I need to contact my H today by email and request certain financial things that I need. He has not contacted me as he thinks I am done with him so is leaving me alone.

I so desperately want to reach out to him and tell him not so much that I still love him (even though I do) but that I still care (because I do). It isn't easy for me to turn off 33 years of feelings in 2 weeks.

I know what he is doing and has done is wrong, I know all that but I honestly don't think he wants to end it with me either and he is just so screwed up tht he doesn't know how too.

Is he still with OW, probably, do I know that no. Will he lie to me, probably yes. I think I just need contact and I need to let him know that I don't hate him.

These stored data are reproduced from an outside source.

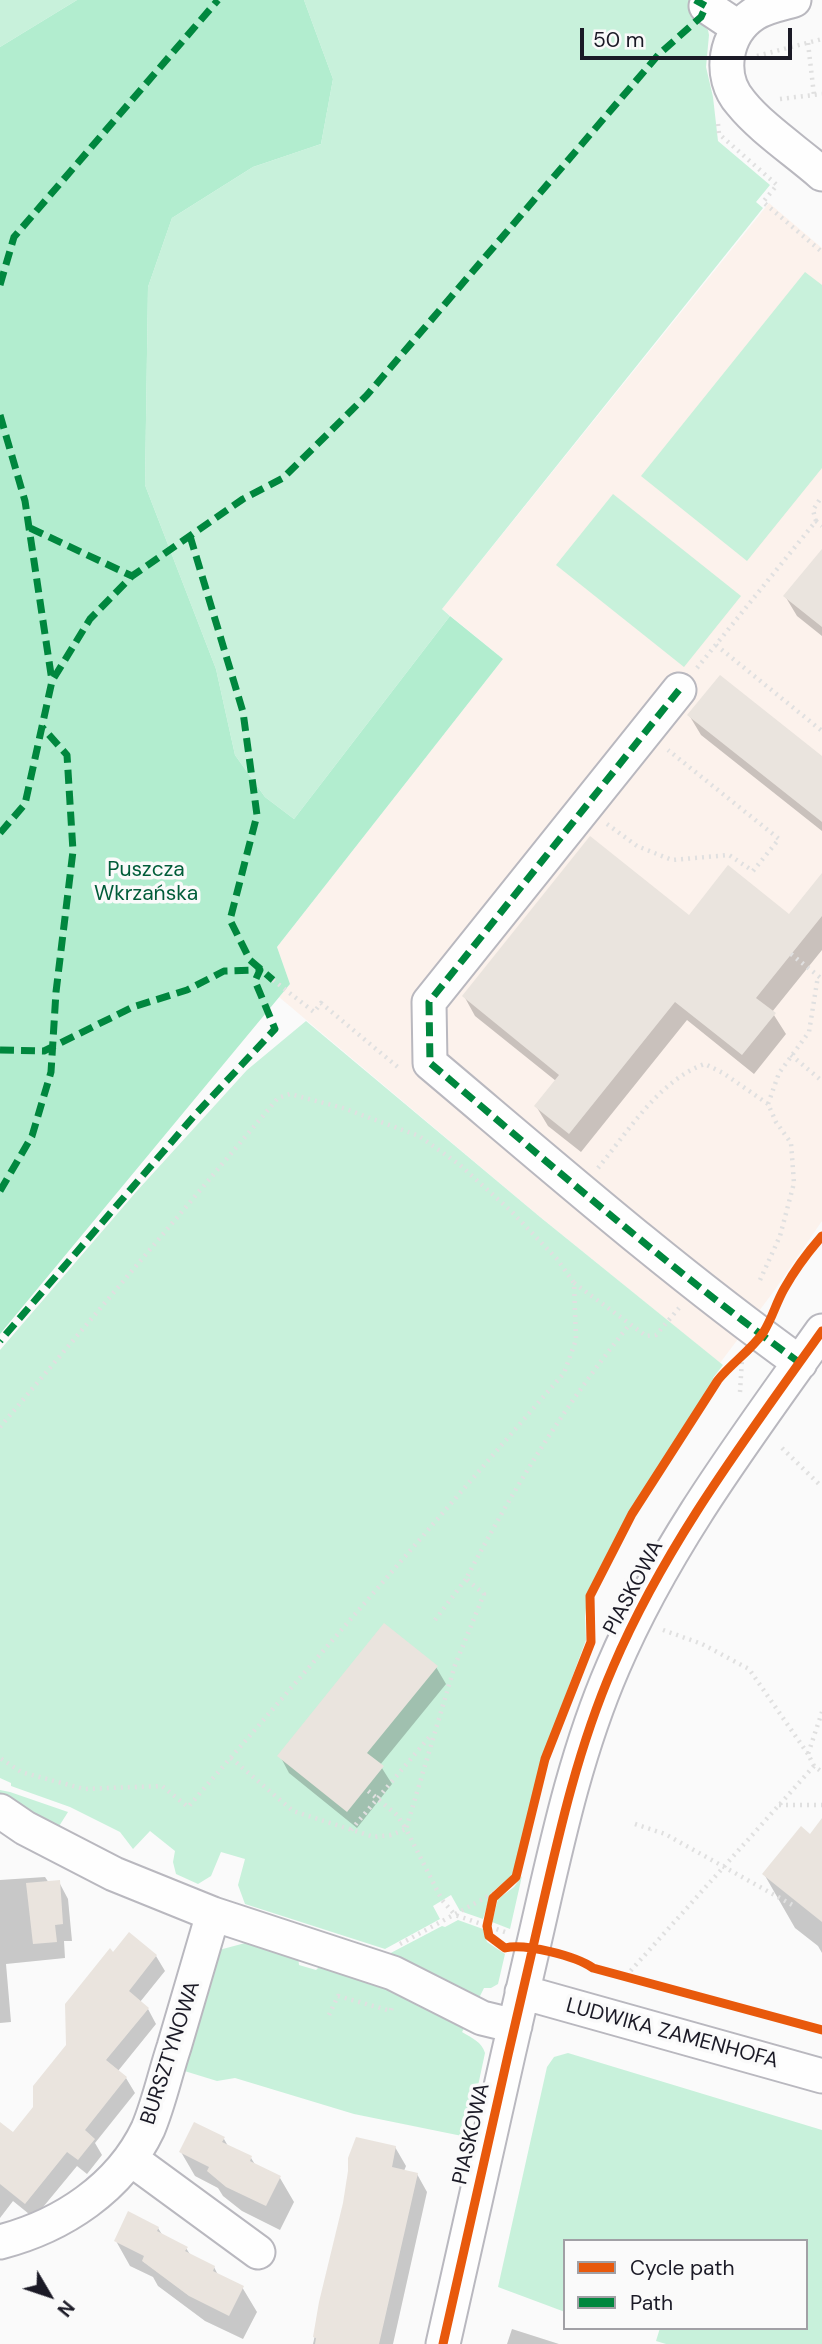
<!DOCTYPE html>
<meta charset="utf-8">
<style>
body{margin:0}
#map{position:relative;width:822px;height:2344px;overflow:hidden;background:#fafafa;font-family:"DM Sans",sans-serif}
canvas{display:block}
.legend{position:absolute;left:563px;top:2239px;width:245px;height:91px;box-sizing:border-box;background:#fafafa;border:2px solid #a1a0a5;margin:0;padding:9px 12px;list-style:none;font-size:21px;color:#1b1a26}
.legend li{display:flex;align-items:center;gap:14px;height:35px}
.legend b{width:35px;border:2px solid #a1a0a5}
.north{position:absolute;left:14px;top:2260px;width:70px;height:70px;-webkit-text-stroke:5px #fafafa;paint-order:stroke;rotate:129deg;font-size:19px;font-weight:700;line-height:28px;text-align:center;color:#1b1a26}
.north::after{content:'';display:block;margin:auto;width:24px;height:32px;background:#1b1a26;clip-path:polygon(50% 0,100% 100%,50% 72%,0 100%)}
.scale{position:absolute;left:580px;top:28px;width:212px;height:32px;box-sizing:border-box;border:4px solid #1b1a26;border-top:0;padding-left:9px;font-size:21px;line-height:24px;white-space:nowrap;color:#1b1a26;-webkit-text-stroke:5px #fafafa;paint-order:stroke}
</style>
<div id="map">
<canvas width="822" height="2344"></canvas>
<ul class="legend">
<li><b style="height:9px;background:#e8590c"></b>Cycle path</li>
<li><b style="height:9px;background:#00873e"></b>Path</li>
</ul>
<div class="north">N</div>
<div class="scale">50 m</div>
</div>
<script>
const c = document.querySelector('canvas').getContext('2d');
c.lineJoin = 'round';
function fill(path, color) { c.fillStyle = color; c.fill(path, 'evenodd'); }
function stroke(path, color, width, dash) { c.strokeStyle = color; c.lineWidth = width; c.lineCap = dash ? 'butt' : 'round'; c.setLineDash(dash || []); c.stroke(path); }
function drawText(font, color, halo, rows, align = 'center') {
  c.font = font + ' "DM Sans",sans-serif'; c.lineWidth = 7; c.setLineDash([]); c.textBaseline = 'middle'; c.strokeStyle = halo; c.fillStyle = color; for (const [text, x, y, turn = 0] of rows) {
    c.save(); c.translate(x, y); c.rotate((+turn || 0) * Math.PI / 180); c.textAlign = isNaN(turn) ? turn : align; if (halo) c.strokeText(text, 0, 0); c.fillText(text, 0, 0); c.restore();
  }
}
const education = new Path2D(`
 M769,203L822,248V1221L774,1291L720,1363L540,1217L279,997L290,984L277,947L503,659L442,609Z`);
const green = new Path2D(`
 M0,0H77L0,47Z
 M304,0H710L698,21L708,30L709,35L706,67L713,97L718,141L770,185L756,202L763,208L442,609L450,616L294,819L265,797L235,755L216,669L145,485L148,287L172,218L253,167L321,144L333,79Z
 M805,272L822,285V468L747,561L641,476Z
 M613,494L741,596L684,667L556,565Z
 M306,1021L540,1217L723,1365L713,1378L714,1379L643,1490L588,1592L585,1616L586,1640L546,1748L513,1875L491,1893L483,1919L460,1911L451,1895L433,1906L440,1919L385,1949L245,1904L238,1885L245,1859L221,1852L211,1876L198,1884L176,1874L173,1862L175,1851L150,1831L133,1849L120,1832L70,1807L11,1786V1783L0,1778V1350L136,1192L247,1070Z
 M0,1790L10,1792L68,1812L56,1831L0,1794Z
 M522,1876L510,1929L492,1922L498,1899L514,1887Z
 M458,1920L483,1929L487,1942L505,1954L498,1984L491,1988H484L478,2000L385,1956L442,1926L445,1927Z
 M249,1942L298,1956L299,1965L316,1970L322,1964L392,1986L466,2025L462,2032C472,2038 482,2042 485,2053L467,2137L354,2114L235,2078L217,2081L178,2069L219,1950Z
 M568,2053L822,2130V2344H666L656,2341L660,2328H806V2241H565V2312L498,2287L547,2067L554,2057Z`);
const forest = new Path2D(`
 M77,0H304L333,79L321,144L253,167L172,218L148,287L145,485L216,669L235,755L265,797L294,819L450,616L503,659L277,947L290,984L0,1334V47Z`);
const shadow = new Path2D(`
 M822,563V636L797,616L785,596Z
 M689,715L822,758V831L701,735Z
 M822,876V950L772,1012L786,1034L754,1074L687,1020L581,1152L548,1126L536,1106L556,1081L475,1016L464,996L689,917H789Z
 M436,1667L446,1684L380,1765L392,1784L357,1828L289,1773L280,1756Z
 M822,1829V1953L818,1946L795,1928L764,1874L810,1836Z
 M45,1877L49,1883L59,1882L68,1899L72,1941H64L65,1958L6,1964L11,2022L0,2023V1880Z
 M113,1954L156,1956L165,1971L140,2002L148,2009L156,2024L118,2071L126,2078L135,2093L95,2143L102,2155L87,2174L77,2166L34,2218L13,2201L0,2218V2129L13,2134L35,2107Z
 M224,2139L228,2146L251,2158L256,2166L280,2178L294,2202L280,2230L242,2211L223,2196L218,2188L195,2176L181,2152Z
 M395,2147L406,2166L404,2171L417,2174L427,2192L393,2344H313L344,2203Z
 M158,2228L163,2236L186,2248L191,2256L214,2267L218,2275L242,2287L257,2312L243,2339L205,2321L158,2286L153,2277L130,2266L116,2241Z
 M512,2329L559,2344H507Z`);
const building = new Path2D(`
 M822,549V627L783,596Z
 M720,675L822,756V822L687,715Z
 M590,836L689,915L728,865L789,914L822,873V916L756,998L776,1013L742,1055L675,1002L569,1134L534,1106L559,1075L462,996Z
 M384,1623L438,1666L367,1753L384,1766L347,1812L277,1756Z
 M822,1818V1922L762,1874L801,1826L810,1834Z
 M60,1880L63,1924L55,1925L57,1942L33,1944L26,1883Z
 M129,1932L157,1955L129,1991L149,2008L106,2060L127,2077L85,2130L95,2139L86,2150L78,2160L67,2152L25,2204L0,2184V2122L13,2132L33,2107V2086L66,2045L65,2004L110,1948L113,1952Z
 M194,2122L225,2137L222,2142L252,2156L250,2161L281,2176L266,2206L226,2187L207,2171L209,2167L179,2152Z
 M356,2137L396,2146L392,2167L418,2173L379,2344H315L316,2338L313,2337L319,2302L343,2203L348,2171V2158Z
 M128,2211L159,2227L157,2231L188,2247L185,2251L215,2266L213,2271L244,2286L229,2316L189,2296L142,2261L144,2256L114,2241Z`);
const path = new Path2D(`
 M808,43L814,95
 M757,56L822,39
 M780,99L822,94
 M718,124L719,134L777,185L763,202L822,252
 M816,521L813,510L822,496
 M716,645L822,731
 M697,668L816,521L822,526
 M607,824L637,846L672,860L729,855L753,871L779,839L668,750
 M791,954L822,979
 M273,980L314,1012L321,1003L400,1069
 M791,1055L822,1081
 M598,1168C627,1133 660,1079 705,1064L723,1073L768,1104
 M760,1280L780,1236L794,1183L791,1143L776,1122L768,1104L779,1073L809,1032L818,976
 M574,1283L630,1324
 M740,1392L742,1359
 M0,1427L278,1098L290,1094L343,1108L419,1136L460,1165L511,1211L557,1259L574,1283L576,1340L564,1373L188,1807L162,1786L84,1789L21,1772L0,1758
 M782,1448L822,1487
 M435,1620L466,1579
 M663,1630L702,1644L749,1669L808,1754
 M231,1758L293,1811L374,1837L391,1835L406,1829L397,1815L366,1789
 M814,1766L808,1754L822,1712
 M779,1805H822
 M635,1824L665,1834L796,1907
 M351,1830L431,1735
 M505,1932L455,1915L442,1900L406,1829L455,1665L484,1594L466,1579C513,1489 566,1403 630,1324L646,1336L656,1335L679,1308
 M400,1944L518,1880
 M626,1976L814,1766L822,1772
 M329,2015L338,1996L391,2011L392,2005`);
const minor = new Path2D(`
 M794,0C781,4 766,6 754,14C725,33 717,76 741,103C761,128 797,152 822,174
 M706,6L739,28
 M679,690L429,1002L430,1063C551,1165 671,1270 800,1363
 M0,1811L25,1828L114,1874L213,1914L393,1973L482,2018L515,2026
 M522,1992L822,2076
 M131,2159L258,2252
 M0,2242C62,2226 120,2188 148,2129C159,2103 165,2074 174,2047C187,2003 200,1958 213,1914
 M443,2344C473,2211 502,2079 533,1947C555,1852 574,1757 613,1667C665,1545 746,1438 822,1331`);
const quiet = new Path2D(`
 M0,285L14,237L218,0
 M0,415L25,501L52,681
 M30,528L132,576
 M190,536L243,712L257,815L230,920L250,960L273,980
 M679,690L429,1002L430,1063C551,1165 671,1270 800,1363
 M0,833L25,804L52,681L90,619L132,576L243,499L283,478L367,395L659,54L701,17L706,6L695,0
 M0,1050L44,1051L133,1007L187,990L224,971L260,970L255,981L275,1029L194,1116L0,1341
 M0,1191L32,1136L51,1072L56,992L73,851L67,755L42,727`);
const cycleway = new Path2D(`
 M822,1236C808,1252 794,1271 784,1289C776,1303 772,1319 763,1333C750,1351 732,1363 718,1380L632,1514L590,1596L591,1642L545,1759L516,1877L493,1898L487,1926L489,1936L505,1948C525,1943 576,1956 593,1968L822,2030
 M443,2344C473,2211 502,2079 533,1947C555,1852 574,1757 613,1667C665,1545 746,1438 822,1331`);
const parkNames = [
 ["Puszcza",146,870],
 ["Wkrzańska",146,894]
];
const streetNames = [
 ["PIASKOWA",634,1588,-62],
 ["LUDWIKA ZAMENHOFA",672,2034,15],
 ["BURSZTYNOWA",171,2053,-72],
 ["PIASKOWA",472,2134,-77]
];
fill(education, '#fcf2ec');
fill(green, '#c8f1db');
fill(forest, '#b2edcf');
fill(shadow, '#0003');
fill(building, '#eae4de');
stroke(minor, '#b9b8bf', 37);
stroke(path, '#e0e0e0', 4.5, [2, 5]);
stroke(minor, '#fefefe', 33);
stroke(quiet, '#00873e', 7, [14, 7]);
stroke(cycleway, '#e8590c', 9);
drawText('21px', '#015c39', '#fafafa', parkNames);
drawText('21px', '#1b1a26', '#fafafa', streetNames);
</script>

I do hate everything he has done to me, his children, everyone, all the lies/cheating/dishonesty, I hate it all, do I hate him as a man, NO. Is that wrong, probably but that is the way it is for me.

I am fully going ahead with seperating our lives and maybe that is what is bothering me today, it is becoming too final and I don't think I am ready for that yet, my head yes, my heart no.

Should I say something or just leave it all alone?

thanks


----------



## Eli-Zor (Nov 14, 2010)

Be business professional and keep to the topic, he may ask you how you are ignore that question.
_Posted via Mobile Device_


----------